La jeune pousse Anthropic, figure de proue de l'intelligence artificielle responsable, a procédé à la désactivation soudaine de ses deux modèles les plus performants. L'entreprise justifie cette décision radicale par l'impossibilité de se plier aux ordres émanant de l'administration Trump, qui lui imposaient des restrictions liées à la sécurité nationale.
Selon des sources proches du dossier, les autorités américaines auraient exigé qu'Anthropic applique des mesures de contrôle supplémentaires sur ses systèmes de dernière génération, sans que la start-up ne parvienne à trouver une solution compatible avec sa technologie. La rupture, décrite comme brutale, a conduit à l'arrêt immédiat de l'accès aux deux modèles concernés.
Des modèles au cœur de la stratégie de l'entreprise
Ces deux systèmes représentent le sommet de la recherche d'Anthropic en matière d'IA générative. Leur suspension prive non seulement les utilisateurs professionnels et particuliers d'outils avancés, mais elle interrompt également le développement de nombreuses applications qui reposaient sur leurs capacités. L'entreprise n'a pas précisé si d'autres versions, moins puissantes, restaient opérationnelles.
Les enjeux de la régulation de l'IA aux États-Unis
Cet épisode illustre les tensions croissantes entre l'exécutif américain et les acteurs de la tech autour du contrôle des intelligences artificielles les plus avancées. L'administration Trump, qui a fait de la suprématie technologique un pilier de sa politique, multiplie les directives visant à encadrer les déploiements d'IA jugés sensibles, en particulier ceux qui pourraient servir à des fins de renseignement ou de défense.
La réaction d'Anthropic, qui a préféré couper l'accès plutôt que de contourner les exigences officielles, marque un précédent. Habituellement, les entreprises cherchent à négocier des compromis. Ici, la firme fondée par d'anciens dirigeants d'OpenAI a choisi la rupture nette, soulignant que la conformité lui semblait techniquement ou éthiquement impossible dans les conditions imposées.
Un impact immédiat sur le marché
La nouvelle a provoqué des remous dans le secteur de l'IA. Les concurrents d'Anthropic observent attentivement la situation, craignant que des exigences similaires ne leur soient adressées. Par ailleurs, les clients professionnels qui avaient intégré les modèles désactivés dans leurs chaînes de production doivent désormais migrer vers d'autres solutions, ce qui pourrait ralentir l'adoption de l'IA avancée dans certains secteurs.
Anthropic n'a pas communiqué de calendrier pour un éventuel retour de ses systèmes.
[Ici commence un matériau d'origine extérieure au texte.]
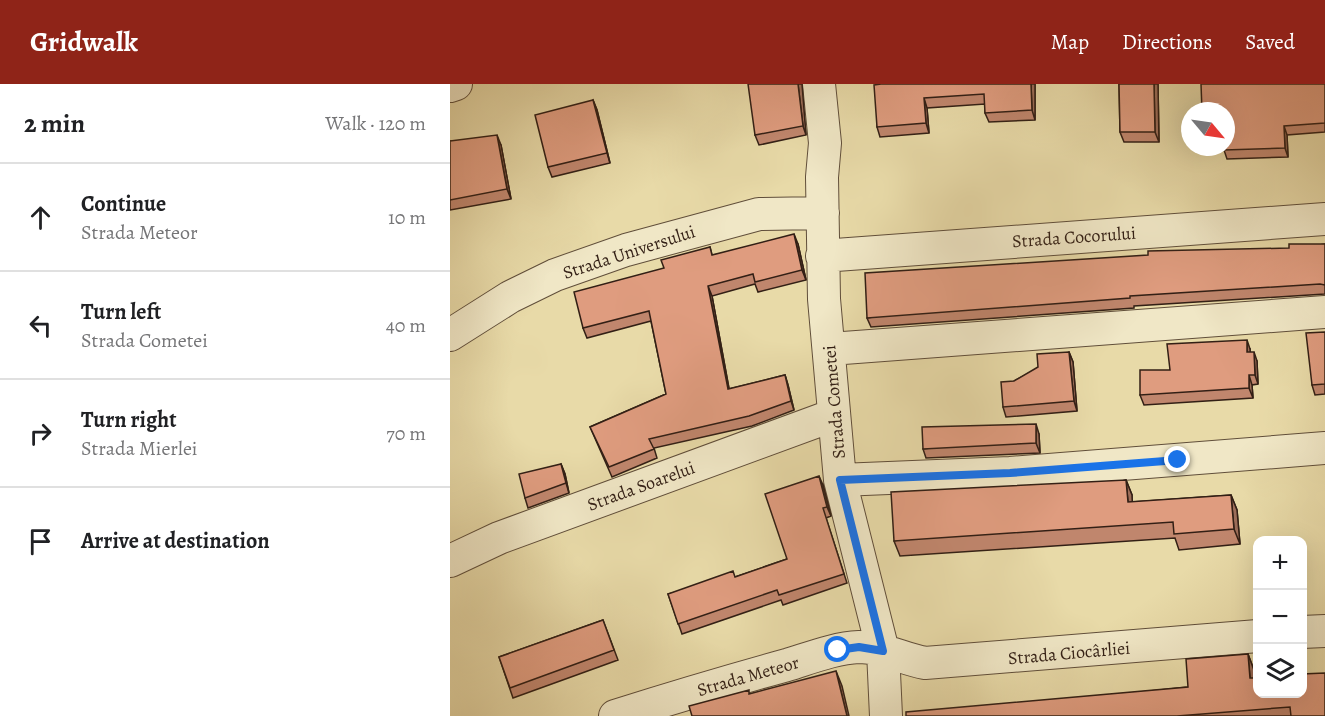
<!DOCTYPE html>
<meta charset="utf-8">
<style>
:root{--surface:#fff;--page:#f6f6f6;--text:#202124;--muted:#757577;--line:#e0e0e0;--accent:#8f2418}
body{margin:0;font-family:Alegreya,serif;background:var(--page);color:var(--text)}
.controls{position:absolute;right:18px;bottom:18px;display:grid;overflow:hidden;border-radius:12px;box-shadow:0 6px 24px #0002}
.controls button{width:54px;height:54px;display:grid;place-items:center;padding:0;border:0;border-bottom:2px solid var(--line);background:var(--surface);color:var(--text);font:30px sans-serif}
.compass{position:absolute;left:731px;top:18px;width:54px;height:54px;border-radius:50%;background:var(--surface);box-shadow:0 6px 24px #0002;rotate:119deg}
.stop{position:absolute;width:18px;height:18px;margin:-14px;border:4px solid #1a73e8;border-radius:50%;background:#fff}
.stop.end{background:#1a73e8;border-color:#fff;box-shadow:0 2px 6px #0008}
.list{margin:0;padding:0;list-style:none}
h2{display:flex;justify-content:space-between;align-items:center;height:78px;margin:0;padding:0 24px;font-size:26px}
h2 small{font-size:20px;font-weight:400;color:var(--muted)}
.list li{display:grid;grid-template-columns:39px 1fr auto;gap:18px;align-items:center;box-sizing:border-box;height:108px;padding:0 24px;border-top:2px solid var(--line)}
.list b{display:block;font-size:22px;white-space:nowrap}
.list p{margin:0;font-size:20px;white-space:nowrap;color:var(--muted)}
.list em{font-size:20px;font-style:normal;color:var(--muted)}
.icon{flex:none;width:33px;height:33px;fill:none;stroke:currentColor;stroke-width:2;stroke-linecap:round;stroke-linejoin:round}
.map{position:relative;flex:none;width:875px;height:632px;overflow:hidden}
header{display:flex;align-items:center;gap:36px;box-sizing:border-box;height:84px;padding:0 30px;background:var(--accent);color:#fff}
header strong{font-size:28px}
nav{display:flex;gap:33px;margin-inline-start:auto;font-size:21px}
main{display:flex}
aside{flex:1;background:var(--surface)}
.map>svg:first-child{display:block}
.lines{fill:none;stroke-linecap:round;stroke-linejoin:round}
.street-casing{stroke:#604e3a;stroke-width:34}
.street{stroke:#f0e7c6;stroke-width:32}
.wall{fill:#c0866d;stroke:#321f15;stroke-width:1.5}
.shaded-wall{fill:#9c6d59;stroke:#321f15;stroke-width:1.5}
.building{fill:#df9c7f;stroke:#321f15;stroke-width:1.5}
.route{stroke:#1a73e8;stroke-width:8}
.labels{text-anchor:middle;stroke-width:6;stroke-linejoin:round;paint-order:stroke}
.street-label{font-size:18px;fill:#321f15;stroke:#f0e7c6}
</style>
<header>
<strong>Gridwalk</strong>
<nav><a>Map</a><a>Directions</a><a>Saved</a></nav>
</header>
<main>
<aside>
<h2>2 min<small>Walk · 120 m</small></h2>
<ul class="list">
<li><svg class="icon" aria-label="ahead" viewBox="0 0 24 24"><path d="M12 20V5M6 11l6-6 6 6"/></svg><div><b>Continue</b><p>Strada Meteor</p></div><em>10 m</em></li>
<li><svg class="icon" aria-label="left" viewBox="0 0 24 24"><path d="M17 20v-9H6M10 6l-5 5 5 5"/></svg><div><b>Turn left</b><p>Strada Cometei</p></div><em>40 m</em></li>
<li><svg class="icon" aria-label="right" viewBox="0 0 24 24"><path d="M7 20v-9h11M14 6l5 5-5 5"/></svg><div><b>Turn right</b><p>Strada Mierlei</p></div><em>70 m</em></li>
<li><svg class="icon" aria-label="arrive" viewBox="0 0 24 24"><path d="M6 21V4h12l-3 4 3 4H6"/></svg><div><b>Arrive at destination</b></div></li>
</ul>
</aside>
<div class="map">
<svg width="875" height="632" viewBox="0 0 875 632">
<rect width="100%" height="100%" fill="#e8daa8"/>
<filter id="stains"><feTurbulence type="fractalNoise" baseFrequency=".00333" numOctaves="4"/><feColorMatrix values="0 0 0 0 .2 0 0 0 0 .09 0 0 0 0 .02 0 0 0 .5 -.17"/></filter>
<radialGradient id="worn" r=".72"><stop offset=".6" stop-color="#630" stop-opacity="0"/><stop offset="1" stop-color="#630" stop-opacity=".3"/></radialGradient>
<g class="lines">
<defs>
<path id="street" d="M369,0L375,59L372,93L374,215L390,396L433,567L436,632
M0,2L6,0
M372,172L875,135
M0,251L60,213L105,191L176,166L309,130L373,129
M380,265L875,228
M390,396L560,389L875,364
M0,477L49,454L384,331
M852,548L875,547
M165,632C222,614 279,597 337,581C360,574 385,564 409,563C432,563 453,575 475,579L808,552"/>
</defs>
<!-- street casing -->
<use href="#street" class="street-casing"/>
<!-- street -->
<use href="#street" class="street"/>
</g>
<!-- wall -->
<path class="wall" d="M431,0H585V36L539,38L535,29V20L477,24L479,49L430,53L427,43Z
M669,0H708L709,58H674L670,48Z
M875,0V48L837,51L838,73L777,75L774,66L776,27Z
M351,2L356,51L309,61L305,51Z
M143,16L147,26L160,79L102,93L98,83Z
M0,57L51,61L61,115L0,126Z
M348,160L356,196L308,208L305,200L262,212L279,305L335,291L338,301L344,326L302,342L204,364L207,374L162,393L140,343L216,310L201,237L137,254L133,244L214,184L260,163L262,171Z
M875,160V210L684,222V224L421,243L417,234Z
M875,248V310L865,311L862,301Z
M800,265V268L807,277L808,300L802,301L803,314L694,321L690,311L720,286Z
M619,268L623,278L627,327L556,333L553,323L564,297Z
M589,350L590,369L476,374L473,365Z
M111,380L115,390L119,409L78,424L75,414Z
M676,396L682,411V418L781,411L787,426L790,460L729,466L725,454L450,472L444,457Z
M373,401L381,432L376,434L397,499L333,521L331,516L232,550L218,510L285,493L337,475Z
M153,536L168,576L63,614L49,573Z
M798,570L805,589V594L875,632H456L738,603Z"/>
<!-- shaded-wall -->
<path class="shaded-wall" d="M348,0H352L356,51L353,42Z
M581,0H585V36L582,26Z
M704,0H708L709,58L705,48Z
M474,14L477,24L479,49L476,39Z
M143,16L147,26L160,79L157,69Z
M834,42L837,51L838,73L835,64Z
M47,51L51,61L61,115L57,105Z
M344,150L348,160L356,196L352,186Z
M258,202L262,212L281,315L278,305Z
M797,256L800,265L801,278L797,268Z
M619,268L623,278L627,327L624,317Z
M804,268L807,277L808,300L805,291Z
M335,291L338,301L344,326L341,317Z
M799,291L802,301L803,314L799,304Z
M586,340L589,350L590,369L586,359Z
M111,380L115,390L119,409L116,399Z
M369,392L373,401L381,432L377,423Z
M676,396L682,411L683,434L678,418Z
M781,411L787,426L790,460L784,445Z
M798,570L805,589L807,613L800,594Z
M386,587L392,602L399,632H397Z"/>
<!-- building -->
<path class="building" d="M298,0H348L353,42L305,51Z
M431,0H581L582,26L535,29L534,10L474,14L476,39L427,43L424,1Z
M669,0H704L705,48H670Z
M751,0H875V39L834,42L835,64L774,66V63H776V27H752Z
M143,16L157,69L98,83L85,31Z
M47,51L57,105L0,116V57Z
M344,150L352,186L305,198L303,190L258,202L278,305L335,291L341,317L299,332L199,355L204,365L159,383L140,343L216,310L199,227L133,244L124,208L214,184L211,176L260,163L262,171Z
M839,160H875V201L870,200L680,212V214L417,234L415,189L698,171V167L839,164Z
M875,248V300L862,301L856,249Z
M797,256V268H804L805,291H799V304L690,311V286H720L717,260Z
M619,268L624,317L553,323L551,298L564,297L588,283L587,270Z
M586,340V359L473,365L472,343Z
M111,380L116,399L75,414L69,390Z
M369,392L377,423L373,424L394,490L329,511L327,506L228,540L218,510L283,487L285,493L337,475L315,410Z
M676,396L678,418L781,411L784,445L724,450L723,438L444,457L441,408Z
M153,536L164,566L60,604L49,573Z
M798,570L800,594H807V609H852V590L875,589V632H841L840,623L727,632H456V628L738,603L736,575Z
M386,587L397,632H242L239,622L299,606V610Z"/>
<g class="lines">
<!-- route -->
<path class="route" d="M388,566L409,563L433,567L390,396L560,389L728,376"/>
</g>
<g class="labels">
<!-- street labels -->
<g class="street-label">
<text transform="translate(624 153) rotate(-4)" y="6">Strada Cocorului</text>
<text transform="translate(179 168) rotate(-18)" y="6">Strada Universului</text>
<text transform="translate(384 318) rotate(-95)" y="6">Strada Cometei</text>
<text transform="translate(191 402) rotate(-20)" y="6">Strada Soarelui</text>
<text transform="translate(619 569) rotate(-5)" y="6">Strada Ciocârliei</text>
<text transform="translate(298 592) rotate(-16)" y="6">Strada Meteor</text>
</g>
</g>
<rect width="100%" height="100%" filter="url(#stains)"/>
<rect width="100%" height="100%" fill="url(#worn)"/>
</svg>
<div class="controls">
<button>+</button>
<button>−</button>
<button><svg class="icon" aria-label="layers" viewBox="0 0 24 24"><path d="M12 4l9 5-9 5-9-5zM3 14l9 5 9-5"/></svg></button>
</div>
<svg class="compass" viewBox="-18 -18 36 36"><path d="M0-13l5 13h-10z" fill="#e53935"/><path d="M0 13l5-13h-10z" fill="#757577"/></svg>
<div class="stop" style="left:388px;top:566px"></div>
<div class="stop end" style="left:728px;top:376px"></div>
</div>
</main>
La porte-parole de l'entreprise s'est contentée d'indiquer que des discussions se poursuivaient avec les autorités, sans garantie de résultat à ce stade. Le communiqué officiel évoque une « suspension à durée indéterminée ».
Les réactions des observateurs
Plusieurs experts en politiques technologiques jugent cette affaire emblématique des défis posés par la gouvernance de l'IA. D'un côté, la nécessité de protéger des intérêts stratégiques ; de l'autre, le risque d'entraver l'innovation et de pousser les entreprises à quitter le territoire américain. Le cas d'Anthropic pourrait alimenter les débats au Congrès, où plusieurs projets de loi visent à établir un cadre fédéral pour l'intelligence artificielle.
En attendant, les utilisateurs et développeurs qui dépendaient de ces modèles se retrouvent dans l'incertitude. La décision d'Anthropic, bien que radicale, a été saluée par certains défenseurs de la transparence, qui y voient un signe de responsabilité face à des demandes gouvernementales potentiellement abusives.
Une question de souveraineté technologique
Au-delà du cas particulier, cette suspension pose la question de la souveraineté des États sur des infrastructures numériques critiques. Alors que la Chine et l'Europe accélèrent leurs propres programmes d'IA, la décision d'Anthropic pourrait être interprétée comme un affaiblissement temporaire de la position américaine. Toutefois, l'administration Trump, par la voix d'un porte-parole, n'a pas commenté les détails de l'affaire, se bornant à réaffirmer la nécessité de protéger la sécurité nationale.